Changes in Heart Weights During Late Phase After MI
Among sham-operated animals, KO mice had larger heart weight-to-BW (HW/BW) ratios, which reflected basal myocardial hypertrophy (WT 5.44±0.14 mg/g versus KO 7.94±0.20 mg/g; P<0.001). Four weeks after MI, the HW/BW ratios were higher than in sham-operated mice, irrespective of genotype, but the effect was more pronounced in KO (Sham 7.94±0.20 mg/g versus MI 10.12±0.20 mg/g; 27% increase; P<0.0001) than WT (Sham 5.44±0.14 mg/g versus MI 6.29±0.14 mg/g; 16% increase; P<0.005) mice.

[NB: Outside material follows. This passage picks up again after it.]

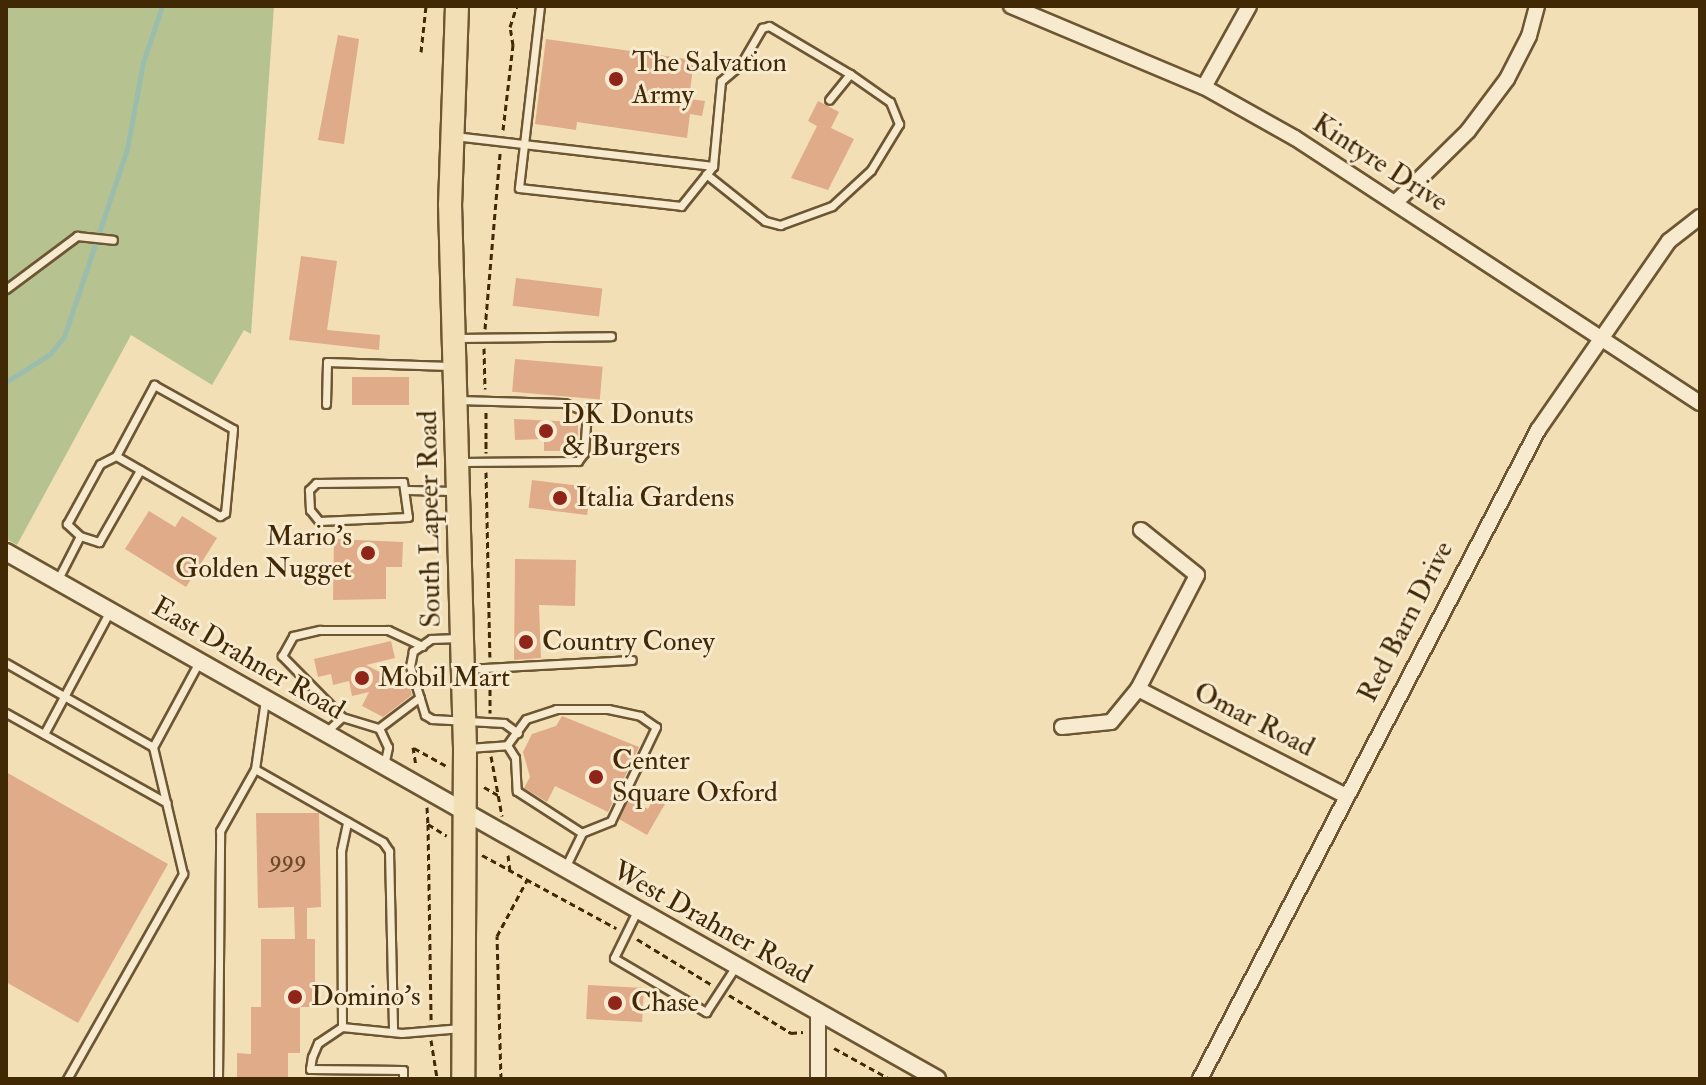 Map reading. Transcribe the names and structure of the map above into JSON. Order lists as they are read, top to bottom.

Myocardial Fibrosis During Late Phase After MI
As shown in Figure 4A, sections of ventricle from sham-operated KO mice showed significantly (P<0.01) more myocardial collagen accumulation than those from WT mice. Four weeks after MI, the collagen volume fraction in the noninfarcted septa was significantly increased in KO mice (P<0.0001) but not in WT mice (P=0.6). This marked difference in the degree of interstitial fibrosis in the noninfarcted septa from KO and WT mice can be seen in Figure 4B.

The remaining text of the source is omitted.